§ **SUPPLIED MATERIAL**
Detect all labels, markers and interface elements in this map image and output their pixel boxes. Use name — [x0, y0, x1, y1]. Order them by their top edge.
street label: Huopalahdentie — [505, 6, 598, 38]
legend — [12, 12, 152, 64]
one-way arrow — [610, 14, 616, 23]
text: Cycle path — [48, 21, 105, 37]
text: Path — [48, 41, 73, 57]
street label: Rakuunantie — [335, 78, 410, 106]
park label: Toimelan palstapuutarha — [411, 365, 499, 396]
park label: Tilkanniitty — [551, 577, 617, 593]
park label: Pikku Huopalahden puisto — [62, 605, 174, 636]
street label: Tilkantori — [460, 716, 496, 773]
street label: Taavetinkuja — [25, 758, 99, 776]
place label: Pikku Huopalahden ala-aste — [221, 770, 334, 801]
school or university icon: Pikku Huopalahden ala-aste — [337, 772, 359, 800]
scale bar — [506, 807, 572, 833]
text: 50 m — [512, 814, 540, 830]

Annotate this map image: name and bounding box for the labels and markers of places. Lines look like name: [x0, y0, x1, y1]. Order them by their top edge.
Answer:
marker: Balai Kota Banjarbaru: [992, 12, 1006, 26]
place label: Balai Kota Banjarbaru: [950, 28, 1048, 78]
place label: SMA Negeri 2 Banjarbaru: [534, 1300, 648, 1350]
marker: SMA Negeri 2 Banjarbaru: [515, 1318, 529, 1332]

§ **TASK PROMPT**
Beginning of the records through the line with "Annotate this map": return that span exactly and stop there.

§ **TASK OUTPUT**
Detect all labels, markers and interface elements in this map image and output their pixel boxes. Use name — [x0, y0, x1, y1]. Order them by their top edge.
street label: Huopalahdentie — [505, 6, 598, 38]
legend — [12, 12, 152, 64]
one-way arrow — [610, 14, 616, 23]
text: Cycle path — [48, 21, 105, 37]
text: Path — [48, 41, 73, 57]
street label: Rakuunantie — [335, 78, 410, 106]
park label: Toimelan palstapuutarha — [411, 365, 499, 396]
park label: Tilkanniitty — [551, 577, 617, 593]
park label: Pikku Huopalahden puisto — [62, 605, 174, 636]
street label: Tilkantori — [460, 716, 496, 773]
street label: Taavetinkuja — [25, 758, 99, 776]
place label: Pikku Huopalahden ala-aste — [221, 770, 334, 801]
school or university icon: Pikku Huopalahden ala-aste — [337, 772, 359, 800]
scale bar — [506, 807, 572, 833]
text: 50 m — [512, 814, 540, 830]

Annotate this map image: name and bounding box for the labels and markers of places. Lines look like name: [x0, y0, x1, y1]. Order them by their top edge.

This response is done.